Kapolres Aceh Tamiang Cek Mobil Terdampak Banjir, Bantah Isu Mayat di Dalam Kendaraan
Lingkanews.com | Kualasimpang — Kapolres Aceh Tamiang AKBP Muliadi bersama Dirbinmas Polda Aceh Kombes Donny Siswoyo turun langsung menyisir sejumlah mobil yang terlantar akibat banjir besar di jalur utama hingga SPBU Tanah Terban, Senin, 8 Desember 2025. Kegiatan ini dilakukan untuk memastikan situasi aman dan merespons cepat isu yang berkembang di masyarakat.

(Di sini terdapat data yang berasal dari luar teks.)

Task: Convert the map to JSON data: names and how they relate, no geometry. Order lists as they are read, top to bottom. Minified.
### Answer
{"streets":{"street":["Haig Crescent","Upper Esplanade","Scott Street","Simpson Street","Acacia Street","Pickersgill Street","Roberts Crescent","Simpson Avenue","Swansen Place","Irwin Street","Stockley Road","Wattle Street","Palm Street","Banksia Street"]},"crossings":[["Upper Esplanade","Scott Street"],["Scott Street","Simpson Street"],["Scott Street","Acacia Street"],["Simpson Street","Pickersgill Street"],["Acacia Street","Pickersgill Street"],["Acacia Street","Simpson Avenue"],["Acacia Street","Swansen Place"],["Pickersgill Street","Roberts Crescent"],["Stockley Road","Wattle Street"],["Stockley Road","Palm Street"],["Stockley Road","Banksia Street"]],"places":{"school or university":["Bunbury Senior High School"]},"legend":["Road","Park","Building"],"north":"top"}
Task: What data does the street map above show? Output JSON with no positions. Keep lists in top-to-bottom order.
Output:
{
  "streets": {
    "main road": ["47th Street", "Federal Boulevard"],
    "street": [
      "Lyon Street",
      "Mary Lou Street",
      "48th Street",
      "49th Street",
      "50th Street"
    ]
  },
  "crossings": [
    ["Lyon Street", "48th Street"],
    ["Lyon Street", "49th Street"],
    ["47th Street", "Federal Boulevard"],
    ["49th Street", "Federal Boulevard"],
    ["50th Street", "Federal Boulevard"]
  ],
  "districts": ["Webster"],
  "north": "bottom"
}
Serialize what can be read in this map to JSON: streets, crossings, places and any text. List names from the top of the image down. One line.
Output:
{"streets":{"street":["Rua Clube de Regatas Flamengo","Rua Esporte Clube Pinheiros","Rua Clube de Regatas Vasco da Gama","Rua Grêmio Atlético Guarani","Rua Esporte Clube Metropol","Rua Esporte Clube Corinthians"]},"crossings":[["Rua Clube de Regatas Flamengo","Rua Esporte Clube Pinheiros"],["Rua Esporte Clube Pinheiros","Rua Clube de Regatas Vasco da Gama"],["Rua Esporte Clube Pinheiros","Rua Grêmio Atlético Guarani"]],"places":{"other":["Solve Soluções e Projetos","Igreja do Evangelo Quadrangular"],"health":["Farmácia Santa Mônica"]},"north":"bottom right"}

Petugas memeriksa setiap kendaraan yang ditinggalkan pemiliknya saat banjir melanda. Langkah ini menunjukkan komitmen kepolisian dalam menjaga ketertiban dan memastikan tidak ada informasi keliru yang memicu keresahan publik.
Penyisiran Dilakukan Menyeluruh oleh Tim Gabungan
Proses pemeriksaan dilakukan secara menyeluruh dengan melibatkan puluhan personel untuk memastikan seluruh titik terpantau secara akurat. Setiap kendaraan yang terbengkalai diperiksa dari bagian luar hingga kabin dalam, termasuk area yang berpotensi menimbulkan kecurigaan.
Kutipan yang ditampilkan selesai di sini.